# butterfly knife latch



## ruthless79 (Jan 1, 2011)

you could make a rubber ring with a slit that you push around the pin I would think it would stay in place


----------



## Krypt Keeper (Oct 10, 2007)

I got one and the latch is also loose, doesn't interfer with twirling it around. Can try shimming it like mentioned, or spray a thick chain wax in it or something to keep it at bay more.


----------



## scotty624 (Jul 26, 2009)

ruthless79 said:


> you could make a rubber ring with a slit that you push around the pin I would think it would stay in place


well i aint got any rubber thick enough i could make a ring outta but i got an old intertube, woudl that work?


Krypt Keeper said:


> I got one and the latch is also loose, doesn't interfer with twirling it around. Can try shimming it like mentioned, or spray a thick chain wax in it or something to keep it at bay more.

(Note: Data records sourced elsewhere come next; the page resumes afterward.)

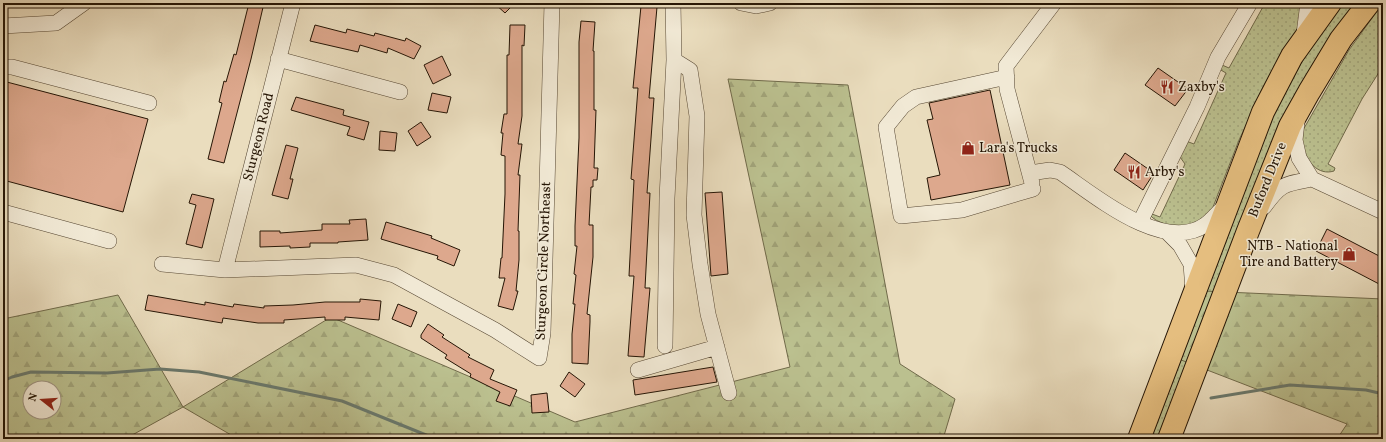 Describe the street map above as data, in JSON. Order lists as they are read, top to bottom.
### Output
{
  "streets": {
    "highway": ["Buford Drive"],
    "street": ["Sturgeon Road", "Sturgeon Circle Northeast"]
  },
  "crossings": [
    ["Sturgeon Road", "Sturgeon Circle Northeast"]
  ],
  "places": {
    "restaurant": ["Zaxby's", "Arby's"],
    "shop": ["Lara's Trucks", "NTB - National Tire and Battery"]
  },
  "north": "left"
}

mine only interfers when i close it cause it hits the blade, how would ya suggest shimmin it and what's chain wax?

Scotty


----------



## ruthless79 (Jan 1, 2011)

I am not sure the tube would be thick enough but you could try it don't hurt. you could to your hardware store and look in the nuts and bolt boxes the usually have all sorts of rubber washers in ever size you can imagine.


----------



## scotty624 (Jul 26, 2009)

ruthless79 said:


> I am not sure the tube would be thick enough but you could try it don't hurt. you could to your hardware store and look in the nuts and bolt boxes the usually have all sorts of rubber washers in ever size you can imagine.


that is true but i can't take the pin out to put anything in there and i fear if i cut the rubber washer it won't hold,

Scotty


----------



## catfishmafia76 (Aug 23, 2009)

The lach is supposed to be loose I thought. It is held in several of the tricks that I used to do when I played with one as a teenager.


----------



## scotty624 (Jul 26, 2009)

catfishmafia76 said:


> The lach is supposed to be loose I thought. It is held in several of the tricks that I used to do when I played with one as a teenager.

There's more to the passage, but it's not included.